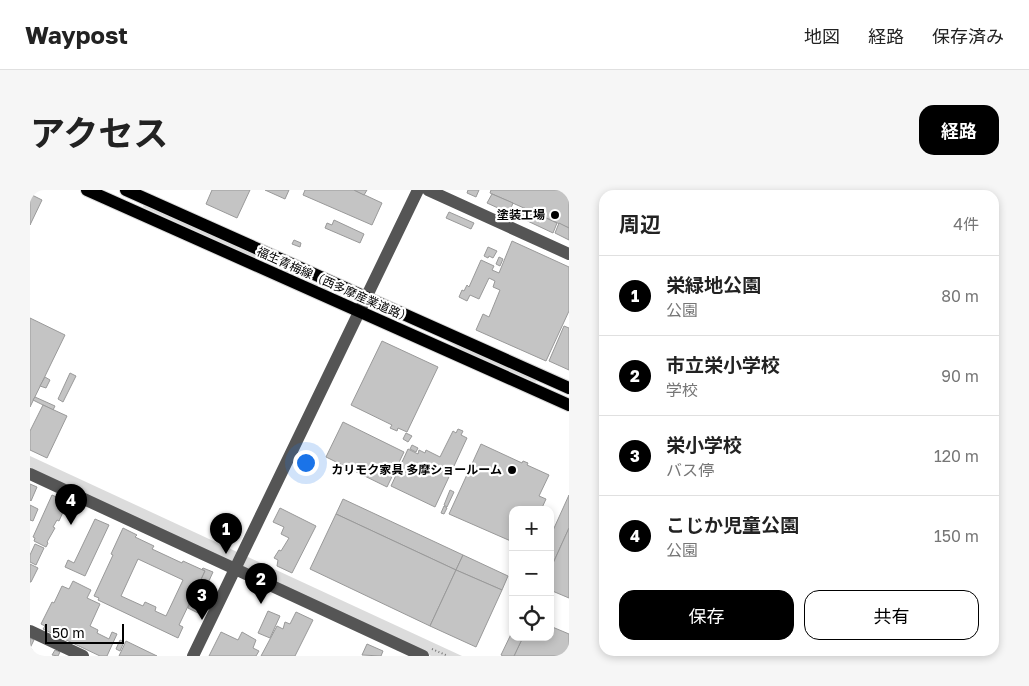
<!DOCTYPE html>
<html lang="ja">
<head>
<meta charset="utf-8">
<style>
	:root { --surface:#fff; --page:#f6f6f6; --text:#222; --muted:#767676; --line:#e0e0e0; --accent:#000 }
	body { margin:0; font-family:"Golos Text","Noto Sans JP",sans-serif; background:var(--page); color:var(--text) }
	.controls { position:absolute; right:15px; bottom:15px; display:grid; overflow:hidden; border-radius:10px; box-shadow:0 2px 8px #0003 }
	.controls button { width:45px; height:45px; display:grid; place-items:center; padding:0; border:0; border-bottom:1px solid var(--line); background:var(--surface); color:var(--text); font:25px sans-serif }
	.scale { position:absolute; left:15px; bottom:12px; width:79px; box-sizing:border-box; padding-left:5px; border:2px solid #000; border-top:0; font-size:14px; line-height:18px; white-space:nowrap; color:#000; -webkit-text-stroke:4px #fff; paint-order:stroke }
	.you { position:absolute; left:275px; top:272px; width:18px; height:18px; margin:-12px; border:4px solid #fff; border-radius:50%; background:#1a73e8; box-shadow:0 0 0 8px #1a73e833 }
	.badge { display:grid; place-items:center; width:32px; height:32px; border-radius:50%; background:var(--accent); color:#fff; font-size:16px; font-weight:700 }
	.pin { position:absolute; translate:-50% -41px; filter:drop-shadow(0 1px 2px #0008) }
	.pin::after { content:''; position:absolute; top:26px; width:18px; height:15px; background:inherit; clip-path:polygon(0 0,100% 0,50% 100%) }
	.list { margin:0; padding:0; list-style:none }
	h2 { display:flex; justify-content:space-between; align-items:center; height:65px; margin:0; padding:0 20px; font-size:21px }
	h2 small { font-size:16px; font-weight:400; color:var(--muted) }
	.list li { display:grid; grid-template-columns:32px 1fr auto; gap:15px; align-items:center; box-sizing:border-box; height:80px; padding:0 20px; border-top:1px solid var(--line) }
	.list b { display:block; font-size:19px; white-space:nowrap }
	.list p { margin:0; font-size:16px; white-space:nowrap; color:var(--muted) }
	.list em { font-size:16px; font-style:normal; color:var(--muted) }
	.actions { display:flex; gap:10px; padding:15px 20px }
	.actions a { flex:1; padding:11px 0; border:1px solid var(--accent); border-radius:15px; text-align:center; font-size:18px; color:var(--accent) }
	.actions .main { background:var(--accent); color:#fff }
	.icon { flex:none; width:28px; height:28px; fill:none; stroke:currentColor; stroke-width:2; stroke-linecap:round; stroke-linejoin:round }
	.map { position:relative; flex:none; width:539px; height:466px; overflow:hidden; border-radius:15px }
	header { display:flex; align-items:center; gap:30px; box-sizing:border-box; height:70px; padding:0 25px; background:var(--surface); border-bottom:1px solid var(--line) }
	header strong { font-size:24px }
	nav { display:flex; gap:28px; margin-inline-start:auto; font-size:18px }
	.intro { display:flex; align-items:center; justify-content:space-between; box-sizing:border-box; height:120px; padding:0 30px }
	h1 { margin:0; font-size:35px }
	.button { padding:12px 22px; border-radius:15px; background:var(--accent); color:#fff; font-size:18px; font-weight:700 }
	main { display:flex; gap:30px; padding:0 30px }
	aside { flex:1; background:var(--surface); border-radius:15px; box-shadow:0 2px 8px #0003 }
	.map>svg:first-child { display:block }
</style>
</head>
<body>
<header>
<strong>Waypost</strong>
<nav><a>地図</a><a>経路</a><a>保存済み</a></nav>
</header>
<div class="intro"><h1>アクセス</h1><a class="button">経路</a></div>
<main>
<div class="map">
<svg width="539" height="466" viewBox="0 0 539 466">
	<rect width="100%" height="100%" fill="#fff"/>
	<!-- green -->
	<g fill="#dcdcdc">
		<path d="M114,15l120,53 27,15 47,21 -1,1 -194,-88z"/>
		<path d="M410,147l96,42 1,2 -2,1 -71,-31z"/>
		<path d="M0,266l432,200h-31l-401,-187z"/>
	</g>
	<!-- building -->
	<g fill="#c4c4c4" stroke="#999" fill-rule="evenodd">
		<path d="M182,0h38l-13,28 -31,-14z"/>
		<path d="M235,0h24l-4,9z"/>
		<path d="M275,0h49l28,13 -10,22 -69,-30z"/>
		<path d="M324,0h13l-3,5z"/>
		<path d="M438,0h11l-3,7 -9,-4z"/>
		<path d="M461,0h78v38l-79,-35z"/>
		<path d="M0,4l12,6 -12,25z"/>
		<path d="M462,4l21,9 -4,10 -22,-10z"/>
		<path d="M494,18l33,15 -4,10 -34,-16z"/>
		<path d="M419,22l25,11 -3,6 -25,-11z"/>
		<path d="M304,30l30,14 -4,9 -35,-15 2,-5 5,2z"/>
		<path d="M529,33l10,5v12l-14,-7z"/>
		<path d="M264,50l7,3 -1,4 -8,-3z"/>
		<path d="M482,51l57,26v44l-23,50 -70,-31 7,-16 6,3 11,-27 -7,-3 2,-6 -6,-3 -10,21 -9,-4 -3,6 -8,-4 3,-7 2,1 3,-6 2,2 12,-27 13,6 -2,4 7,3z"/>
		<path d="M458,57l9,4 -4,7 -4,-2 -1,2 -4,-2z"/>
		<path d="M469,67l4,2 -3,7 -4,-2z"/>
		<path d="M0,128l35,17 -35,72z"/>
		<path d="M534,136l5,2v42l-20,-9z"/>
		<path d="M352,151l56,26 -31,65 -9,-4 -1,3 -7,-3 2,-3 -41,-20z"/>
		<path d="M40,183l6,3 -13,26 -5,-3z"/>
		<path d="M15,187l5,3 -4,8 -6,-2z"/>
		<path d="M5,207l20,9 -2,4 -20,-10z"/>
		<path d="M13,215l24,11 -20,42 -17,-8v-19z"/>
		<path d="M313,232l61,30 -17,35 -61,-30z"/>
		<path d="M428,239l5,2 -2,4 6,3 -32,69 -44,-21 17,-37 10,5 1,-4 6,3 1,-3 14,7 13,-26 3,2z"/>
		<path d="M376,243l6,3 -4,6 -5,-3z"/>
		<path d="M451,254l41,19 1,-2 5,2 -1,2 22,10 -10,21 7,3 -5,11h-28v32l-64,-28z"/>
		<path d="M382,255l6,3 -2,4 -6,-3z"/>
		<path d="M0,294l7,3 -6,14 -1,-1z"/>
		<path d="M420,300l4,2 -7,15 -3,-2z"/>
		<path d="M22,305l15,7 -1,3 -2,-1 -3,7 2,1 -4,9 -2,-1 -4,7 2,1 -8,14 1,1 -2,4 -12,-6 1,-3 -2,-1z"/>
		<path d="M539,305v33l-19,42v-33z"/>
		<path d="M313,309l120,56 -7,15 -120,-56z"/>
		<path d="M0,315l8,4 -5,12 -3,-1z"/>
		<path d="M414,316l3,2 -3,6 -3,-1z"/>
		<path d="M250,318l36,18 -24,47 -15,-7 1,-6 -4,-2 5,-8 2,1 8,-13 -8,-4 3,-7 -11,-5z"/>
		<path d="M306,324l120,56 -26,56 -120,-57z"/>
		<path d="M65,329l14,6 -24,51 -20,-9 3,-7 6,3z"/>
		<path d="M93,338l14,7 -2,2 19,9 -2,3 30,14 1,-2 22,10 -26,54 4,2 -5,11 -80,-38 1,-2 -5,-2 19,-41 -2,-1zM108,369l45,21 -17,36 -11,-5 1,-4 -11,-5 -2,4 -22,-10z"/>
		<path d="M539,338v70l-19,-8v-20z"/>
		<path d="M5,354l9,4 -8,17 -6,-3v-7z"/>
		<path d="M433,365l45,21 -6,14 -46,-20z"/>
		<path d="M0,374l8,4 -7,14h-1z"/>
		<path d="M173,378l10,4 -15,33 4,1 -4,7 -10,-5 17,-37 -3,-2z"/>
		<path d="M426,380l46,20 -26,57 -46,-21z"/>
		<path d="M43,391l18,9 -4,8 13,6 -10,22 8,4 -1,3 12,6 3,-7 5,2 -10,22h-7l-57,-27 2,-3 -4,-2 11,-22 2,1 8,-17 7,3z"/>
		<path d="M238,421l12,5 -10,22 -12,-5z"/>
		<path d="M266,422l17,8 -18,36h-34l16,-30 6,3 2,-7 5,2z"/>
		<path d="M520,436l19,8v22h-55l9,-19h27z"/>
		<path d="M483,440v7h10l-9,19h-11l-2,-1z"/>
		<path d="M191,442l17,8 4,-8 14,8 -3,8 6,3 -3,5h-47z"/>
		<path d="M0,448l4,2 -4,8 2,1 -2,4z"/>
		<path d="M90,450l4,2 -4,9 -4,-2z"/>
		<path d="M96,451l31,15h-38z"/>
		<path d="M337,454l16,7 -2,5 -19,-1z"/>
		<path d="M25,460l5,2 -2,4 -6,-1z"/>
	</g>
	<g fill="none" stroke-linecap="round" stroke-linejoin="round">
		<defs>
			<g id="major">
				<path d="M57,0l482,215"/>
				<path d="M96,0l443,198"/>
			</g>
		</defs>
		<!-- major casing -->
		<use href="#major" stroke="#dbdbdb" stroke-width="14"/>
		<!-- path -->
		<path stroke="#777" stroke-width="2" stroke-dasharray="1 2.5" stroke-linecap="butt" d="M402,459l16,7"/>
		<!-- minor -->
		<g stroke="#555" stroke-width="12">
			<path d="M398,0l141,64"/>
			<path d="M0,284l393,182"/>
			<path d="M0,441l53,25"/>
			<path d="M163,466l225,-466"/>
		</g>
		<!-- major -->
		<use href="#major" stroke="#000" stroke-width="12"/>
	</g>
	<!-- markers -->
	<g fill="#000" stroke="#fff" stroke-width="2">
		<circle cx="525" cy="25" r="5"/>
		<circle cx="482" cy="280" r="5"/>
	</g>
	<g text-anchor="middle" stroke-width="4.5" stroke-linejoin="round" paint-order="stroke">
		<!-- poi labels -->
		<g font-size="12" font-weight="bold" fill="#000" stroke="#fff" text-anchor="end">
			<text x="515" y="29">塗装工場</text>
			<text x="472" y="284">カリモク家具 多摩ショールーム</text>
		</g>
		<!-- street labels -->
		<g font-size="12" fill="#000" stroke="#fff">
			<text transform="translate(304 95) rotate(24)" y="4">福生青梅線（西多摩産業道路）</text>
		</g>
	</g>
</svg>
<div class="controls">
<button>+</button>
<button>−</button>
<button><svg class="icon" aria-label="locate" viewBox="0 0 24 24"><circle cx="12" cy="12" r="6"/><path d="M12 2v4M12 18v4M2 12h4M18 12h4"/></svg></button>
</div>
<div class="scale">50 m</div>
<div class="you"></div>
<div class="pin badge" style="left:196px;top:364px">1</div>
<div class="pin badge" style="left:231px;top:414px">2</div>
<div class="pin badge" style="left:172px;top:430px">3</div>
<div class="pin badge" style="left:41px;top:335px">4</div>
</div>
<aside>
<h2>周辺<small>4件</small></h2>
<ul class="list">
<li><span class="badge">1</span><div><b>栄緑地公園</b><p>公園</p></div><em>80 m</em></li>
<li><span class="badge">2</span><div><b>市立栄小学校</b><p>学校</p></div><em>90 m</em></li>
<li><span class="badge">3</span><div><b>栄小学校</b><p>バス停</p></div><em>120 m</em></li>
<li><span class="badge">4</span><div><b>こじか児童公園</b><p>公園</p></div><em>150 m</em></li>
</ul>
<div class="actions"><a class="main">保存</a><a>共有</a></div>
</aside>
</main>
</body>
</html>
# # #
» TASK OBJECTIVE: Could you copy, exactly and with no pictures, each line from the first one above to the line holding "position:absolute; right:15px; bottom:15px;"?

» EXERCISE SOLUTION:
<!DOCTYPE html>
<html lang="ja">
<head>
<meta charset="utf-8">
<style>
	:root { --surface:#fff; --page:#f6f6f6; --text:#222; --muted:#767676; --line:#e0e0e0; --accent:#000 }
	body { margin:0; font-family:"Golos Text","Noto Sans JP",sans-serif; background:var(--page); color:var(--text) }
	.controls { position:absolute; right:15px; bottom:15px; display:grid; overflow:hidden; border-radius:10px; box-shadow:0 2px 8px #0003 }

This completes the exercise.